While twelve readings of Pride and Prejudice give you twelve periods of pleasure repeated, as many readings of Emma give you that pleasure, not repeated only, but squared and squared again with each perusal, till at every fresh reading you feel anew that you never understood anything like the widening sum of its delights.
Reginald Farrer

I found the sentence above in an essay by Lionel Trilling, included in A Truth Universally Acknowledged edited by Susannah Carson, which I’d had on my shelf for years, and forgotten about until my recent Jane Austen binge. And I thought, yes! Though in my latest Japanese reading of P&P, I found more detail, more complexity, it was essentially the same book, only more so. But Emma seemed like a different novel altogether.

So I’ve also been reading books like Susannah Carson’s, and typing things like ‘Jane Austen’s Moral Vision’ into a search engine. Discovering what critics and academics and writers have to say – even watching filmed lectures! –  is so very interesting and enlightening.

I’m no critic, however, so I’ll just note the things that struck me this time around.

1. Emma is stuck with Mr Woodhouse.
Poor Emma! Gentle and sweet-natured he may be, but Mr Woodhouse is also selfish, demanding and irrational. It’s the tyranny of the weak. I had thought he was a comic figure, but no. He’s a man whose concerns have narrowed to fire-screens and gruel, and Emma, as his carer, has to baby him, placate him, coddle and coax and calm him. Though to all intents and purposes she is the self-satisfied mistress of Hartfield, she is trapped. No wonder she is so sad when her governess, Miss Taylor, marries. No wonder she pounces in Harriet Smith! Just to have a third person there with her, and not be always left alone with him.

2. Highbury is an ecosystem.
And how complex it is. Everybody, all together, no matter what their place is in the class system, makes it tick. The characters are constantly passing along news, gossip, favours, kindnesses, patronage, advice, opinions. The action ebbs and flows around the streets of the village to the vicarage, the school, Ford’s haberdashery, the Crown Inn, Donwell Abbey, Randalls, Hartfield and the Cole’s nouveau riche establishment.

3. Society is in transition
Emma’s snobbishness is challenged and overcome in some instances, and justified in others. Sometimes she works it out for herself; the social climbing of kind, neighbourly Mr Coles is acceptable, but that of pretentious Mrs Elton is not. But Mr Knightley has to help her to understand that the prosperous, sensible Martin family are worthy of her attention, too.

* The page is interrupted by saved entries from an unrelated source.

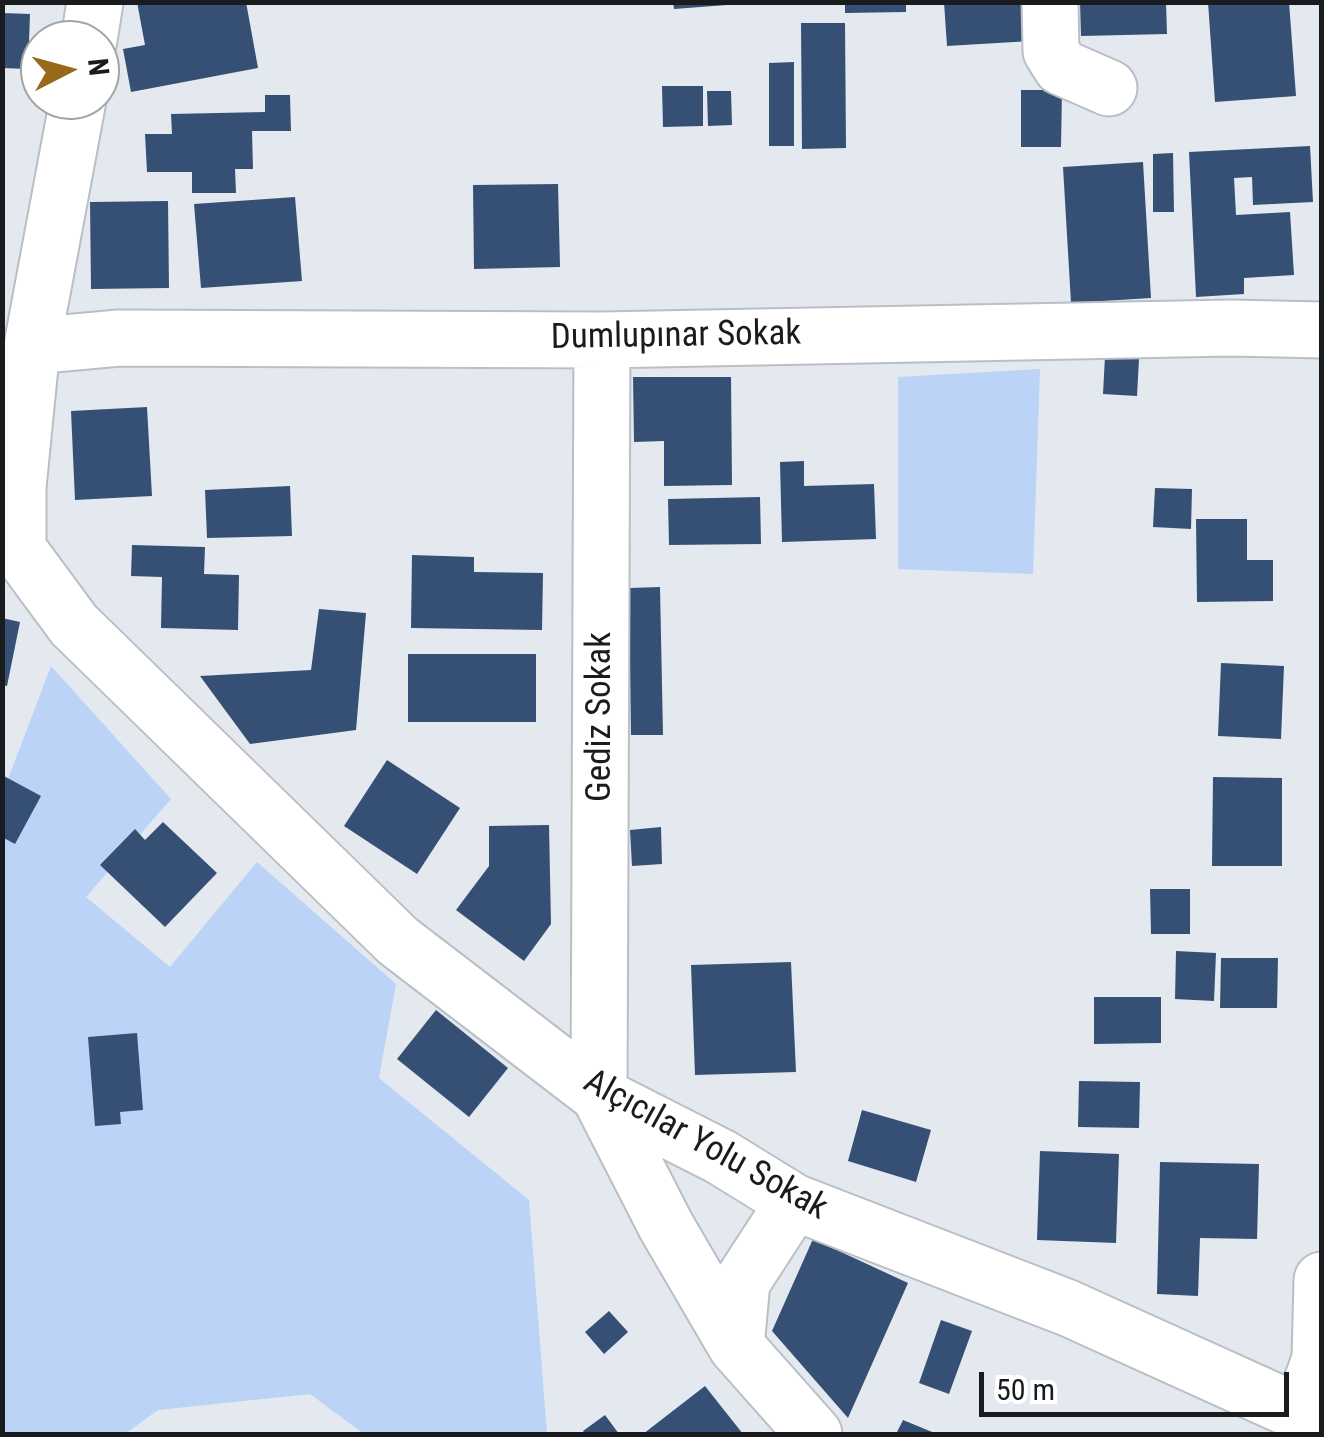 <!DOCTYPE html>
<meta charset="utf-8">
<style>
body{margin:0}
#map{position:relative;width:1324px;height:1437px;overflow:hidden;background:#e4e8ef;font-family:"Roboto Condensed",sans-serif}
canvas{display:block}
.frame{position:absolute;inset:0;border:5px solid #1a1b1e;pointer-events:none}
.north{position:absolute;left:20px;top:20px;width:100px;height:100px;box-sizing:border-box;background:#fff;border:2px solid #a3a4a5;border-radius:50%;rotate:84deg;font-size:28px;font-weight:700;line-height:40px;text-align:center;color:#1a1b1e}
.north::after{content:'';display:block;margin:auto;width:35px;height:45px;background:#966a18;clip-path:polygon(50% 0,100% 100%,50% 72%,0 100%)}
.scale{position:absolute;left:979px;top:1372px;width:310px;height:45px;box-sizing:border-box;border:5px solid #1a1b1e;border-top:0;padding-left:12px;font-size:30px;line-height:35px;white-space:nowrap;color:#1a1b1e;-webkit-text-stroke:8px #fff;paint-order:stroke}
</style>
<div id="map">
<canvas width="1324" height="1437"></canvas>
<div class="frame"></div>
<div class="north">N</div>
<div class="scale">50 m</div>
</div>
<script>
const ctx = document.querySelector('canvas').getContext('2d');
ctx.lineJoin = 'round';
function fillPath(path, color) { ctx.fillStyle = color; ctx.fill(path, 'evenodd'); }
const poly = rows => new Path2D(rows.map(r => 'M' + r).join(''));
function strokePath(path, color, width, dash) { ctx.strokeStyle = color; ctx.lineWidth = width; ctx.lineCap = dash ? 'butt' : 'round'; ctx.setLineDash(dash || []); ctx.stroke(path); }
function drawText(font, color, halo, rows, align = 'center') {
  ctx.font = font + ' "Roboto Condensed",sans-serif'; ctx.lineWidth = 10; ctx.setLineDash([]); ctx.textBaseline = 'middle'; ctx.strokeStyle = halo; ctx.fillStyle = color; for (const [text, x, y, turn = 0] of rows) {
    ctx.save(); ctx.translate(x, y); ctx.rotate((+turn || 0) * Math.PI / 180); ctx.textAlign = isNaN(turn) ? turn : align; if (halo) ctx.strokeText(text, 0, 0); ctx.fillText(text, 0, 0); ctx.restore();
  }
}
fillPath(poly([
 [1040,369,1033,574,898,569,898,377],
 [51,666,171,799,86,897,170,967,257,862,396,984,379,1078,529,1200,547,1434,364,1434,310,1394,158,1410,125,1434,3,1434,2,795]
]), '#bad3f7');
fillPath(poly([
 [137,2,246,2,258,68,131,92,123,49,145,45],
 [673,2,727,2,727,5,674,9],
 [845,2,906,2,906,12,845,13],
 [944,2,1029,2,1031,41,947,46],
 [1080,2,1166,2,1167,34,1081,36],
 [1208,2,1289,2,1296,96,1215,102],
 [2,13,30,14,28,69,2,68],
 [801,23,845,23,846,148,802,149],
 [794,62,794,146,769,146,769,63],
 [662,86,703,86,703,126,663,127],
 [1021,90,1062,90,1061,147,1021,147],
 [707,91,731,91,732,125,708,126],
 [265,95,290,95,291,131,252,131,253,169,235,169,236,193,192,193,192,172,147,172,145,134,172,134,171,114,265,112],
 [1310,146,1313,202,1253,205,1252,177,1234,178,1236,215,1290,212,1294,275,1244,278,1244,294,1196,297,1189,152],
 [1173,153,1174,212,1153,212,1153,154],
 [1143,162,1151,298,1071,303,1063,167],
 [558,184,560,267,474,269,473,185],
 [295,197,302,281,201,288,194,204],
 [168,201,169,288,91,289,90,202],
 [1105,356,1139,359,1137,396,1103,394],
 [633,377,731,377,732,485,664,486,664,441,634,442],
 [147,407,152,496,75,500,71,411],
 [804,461,804,486,874,484,876,539,782,542,780,462],
 [290,486,292,536,207,538,205,490],
 [1155,488,1192,489,1191,529,1153,527],
 [760,497,761,544,669,545,668,499],
 [1196,519,1247,519,1247,560,1273,560,1273,601,1197,602],
 [132,545,205,547,204,574,239,575,238,630,161,628,162,577,131,576],
 [412,555,474,557,474,572,543,573,542,630,411,628],
 [660,587,663,735,631,735,629,588],
 [319,609,366,613,356,730,250,744,200,676,311,670],
 [2,618,20,622,7,686,2,685],
 [408,654,536,654,536,722,408,722],
 [1221,663,1284,666,1281,739,1218,736],
 [387,760,460,808,417,874,344,826],
 [2,775,41,796,15,844,2,837],
 [1213,777,1282,778,1282,866,1212,866],
 [163,822,217,873,165,927,100,865,135,829,145,840],
 [549,825,551,924,524,961,456,910,489,866,489,826],
 [661,827,662,864,632,866,630,830],
 [1150,889,1190,889,1190,934,1151,934],
 [1176,951,1216,953,1214,1001,1175,999],
 [1221,958,1278,958,1277,1008,1220,1008],
 [791,962,796,1072,695,1075,691,965],
 [1094,997,1161,997,1161,1043,1094,1044],
 [436,1010,508,1068,469,1117,397,1059],
 [137,1033,143,1110,120,1112,121,1124,95,1126,88,1037],
 [1079,1081,1140,1082,1139,1128,1078,1127],
 [862,1110,931,1130,916,1182,848,1161],
 [1040,1151,1119,1154,1116,1243,1037,1240],
 [1160,1162,1259,1164,1257,1239,1200,1238,1198,1296,1157,1294],
 [813,1239,908,1283,848,1418,772,1331],
 [609,1311,628,1332,604,1354,585,1332],
 [941,1320,972,1331,949,1394,919,1383],
 [705,1386,743,1434,643,1434],
 [605,1415,619,1434,585,1434,583,1431],
 [903,1420,937,1434,896,1434]
]), '#365075');
const minor = poly([
 [1050,2,1051,51,1061,67,1109,88],
 [89,40,95,2],
 [602,340,599,1095,666,1226,736,1346,814,1434],
 [32,346,119,338,602,340,1231,328,1322,330],
 [18,549,74,625,398,941,599,1095,721,1157,794,1202,1068,1308,1322,1423],
 [18,549,18,487,32,346,78,100],
 [736,1346,742,1282,794,1202],
 [1300,1415,1320,1359,1322,1280]
]);
strokePath(minor, '#babfc5', 59);
strokePath(minor, '#fff', 55);
drawText('35px', '#1a1b1e', '#fff', [
 ["Dumlupınar Sokak",676,337,-1],
 ["Gediz Sokak",601,717,-90],
 ["Alçıcılar Yolu Sokak",705,1146,29]
]);
</script>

4. There are lessons on how to be good that are relevant today.
Be kind. Be accepting. Don’t interfere, or make mischief, or lie and deceive. People are not playthings.
And as far as you possibly can, know yourself.

“O God! that I had never seen her!”
The rest of the day, the following night, were hardly enough for her thoughts. She was bewildered by all that had rushed on her within the last few hours. Every moment had brought a fresh surprise; and every surprise must be a matter of humiliation to her. How to understand it all! How to understand the deceptions she had been thus practising on herself, and living under! The blunders, the blindness of her own head, and heart! She sat still, she walked about, she tried her own room, she tried the shrubbery – in every place, every posture, she perceived that she had acted most weakly; that she had been imposed on by others to a most mortifying degree; that she had been imposing upon herself in a degree yet more mortifying; that she was wretched, and should probably find this day but the beginning of wretchedness.
To understand, thoroughly understand her own heart, was the first endeavour.